## TASK INPUTS
>>>>

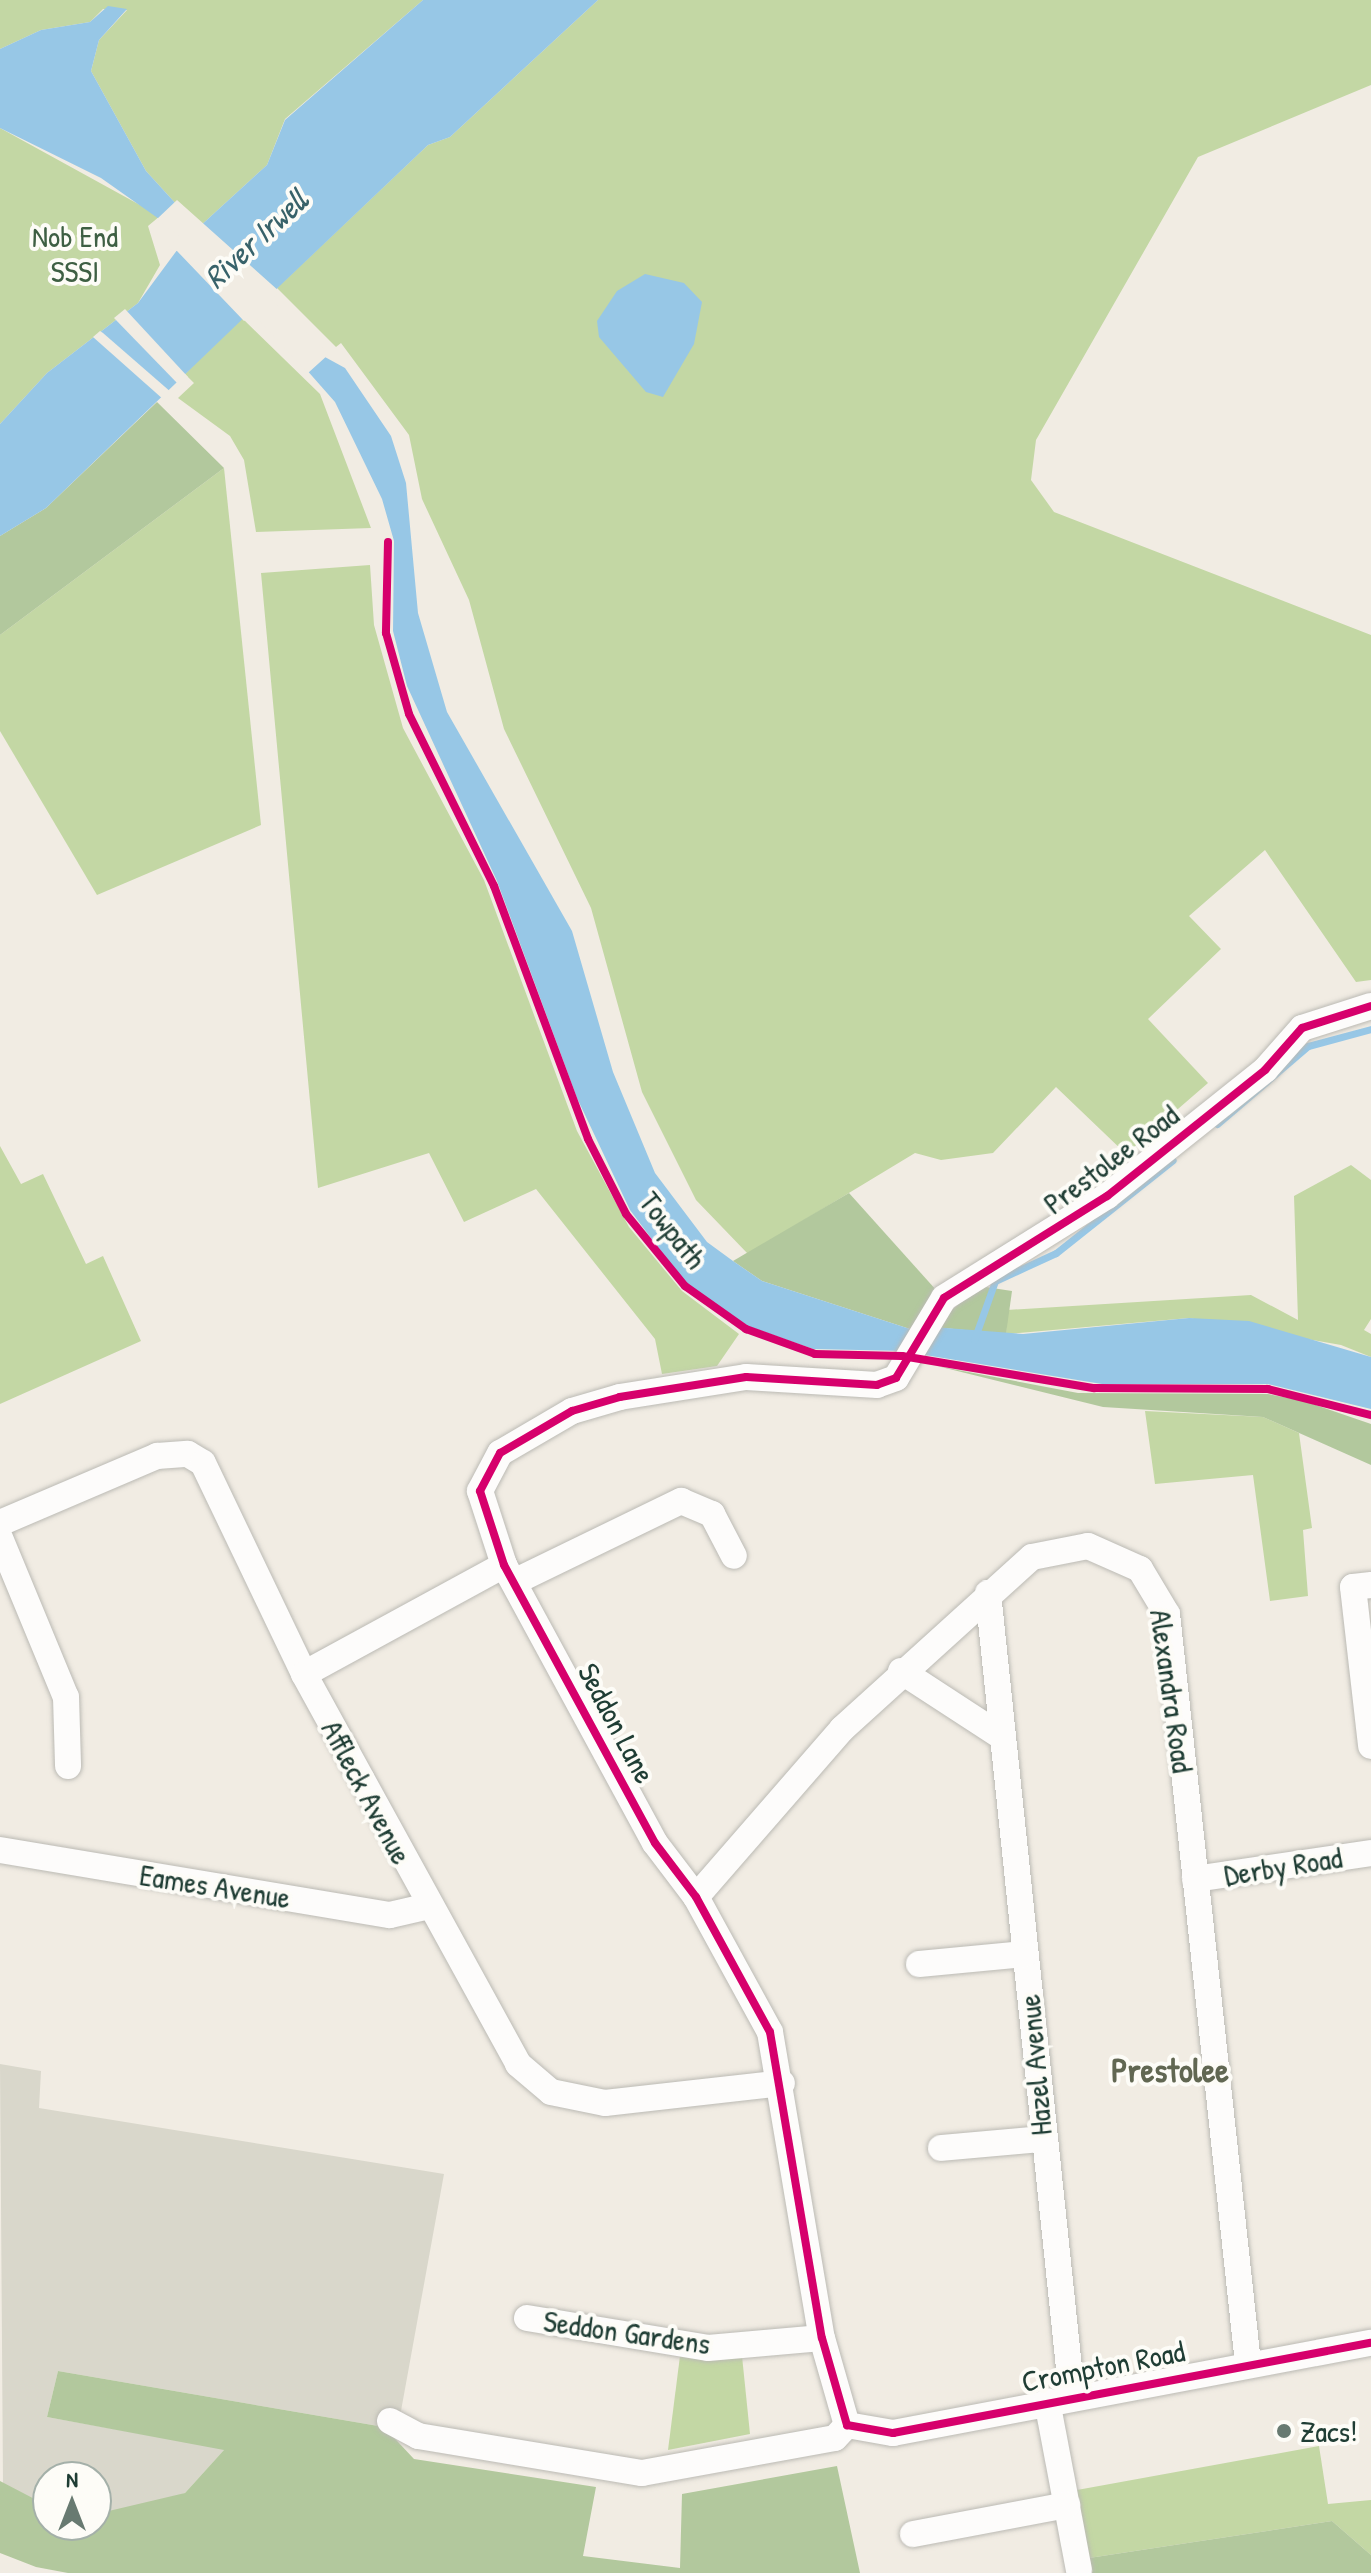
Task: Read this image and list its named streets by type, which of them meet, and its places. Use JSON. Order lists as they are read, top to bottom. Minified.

<<<<
>>>>

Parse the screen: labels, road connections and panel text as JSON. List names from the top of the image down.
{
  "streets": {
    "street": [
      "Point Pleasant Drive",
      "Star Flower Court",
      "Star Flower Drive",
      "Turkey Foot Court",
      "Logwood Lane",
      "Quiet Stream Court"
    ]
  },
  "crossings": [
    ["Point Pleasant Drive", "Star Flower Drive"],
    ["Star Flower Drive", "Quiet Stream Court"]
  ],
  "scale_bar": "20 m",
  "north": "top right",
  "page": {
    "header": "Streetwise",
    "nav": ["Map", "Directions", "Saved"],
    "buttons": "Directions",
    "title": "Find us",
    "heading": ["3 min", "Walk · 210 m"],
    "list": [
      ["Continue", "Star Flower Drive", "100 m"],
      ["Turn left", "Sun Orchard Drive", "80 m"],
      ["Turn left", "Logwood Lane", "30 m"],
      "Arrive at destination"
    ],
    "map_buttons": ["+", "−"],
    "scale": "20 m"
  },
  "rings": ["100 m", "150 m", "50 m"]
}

<<<<
>>>>

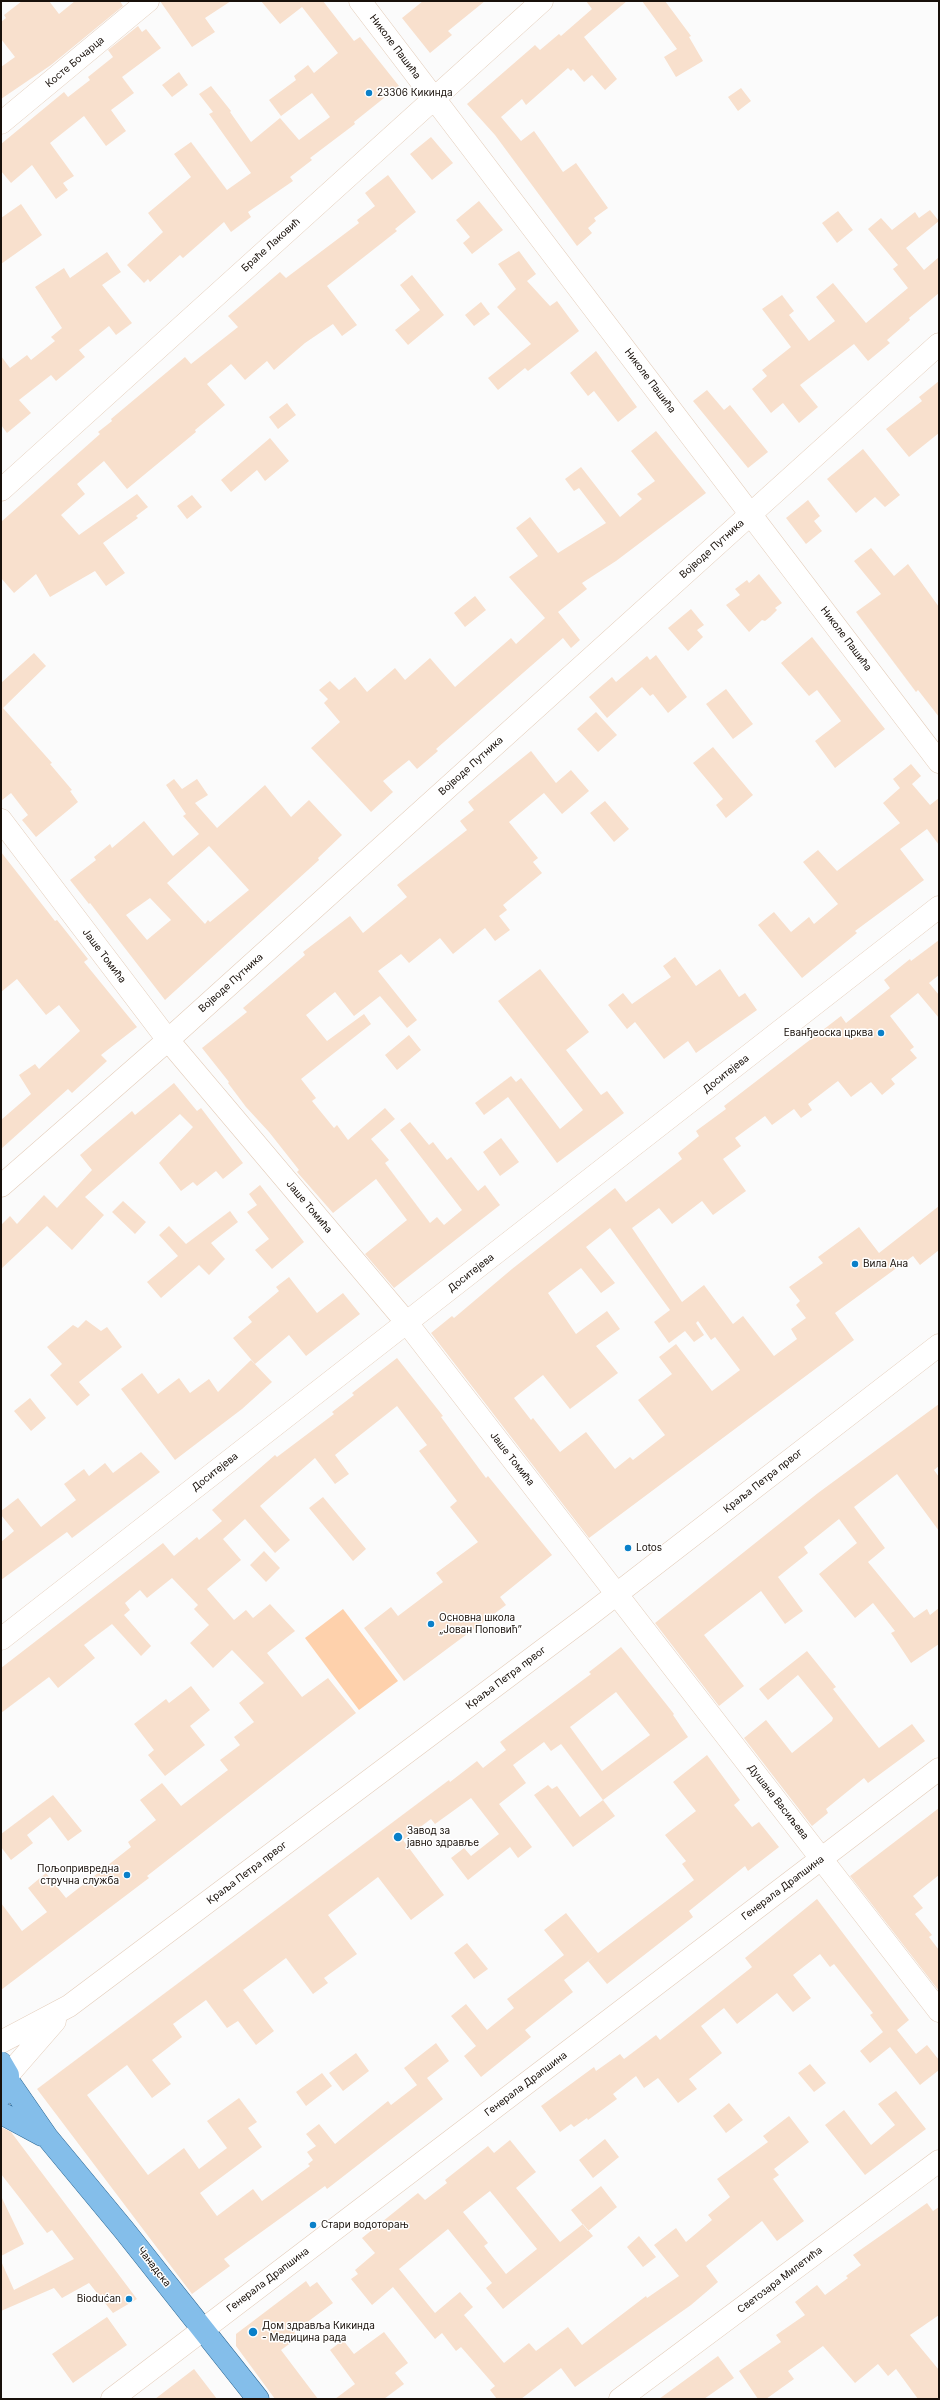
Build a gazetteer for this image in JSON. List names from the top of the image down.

<<<<

## ASSIGNMENT
Which lines of the listing contain the word "this"? Copy each of them.

## EXERCISE ANSWER
Task: Read this image and list its named streets by type, which of them meet, and its places. Use JSON. Order lists as they are read, top to bottom. Minified.
Build a gazetteer for this image in JSON. List names from the top of the image down.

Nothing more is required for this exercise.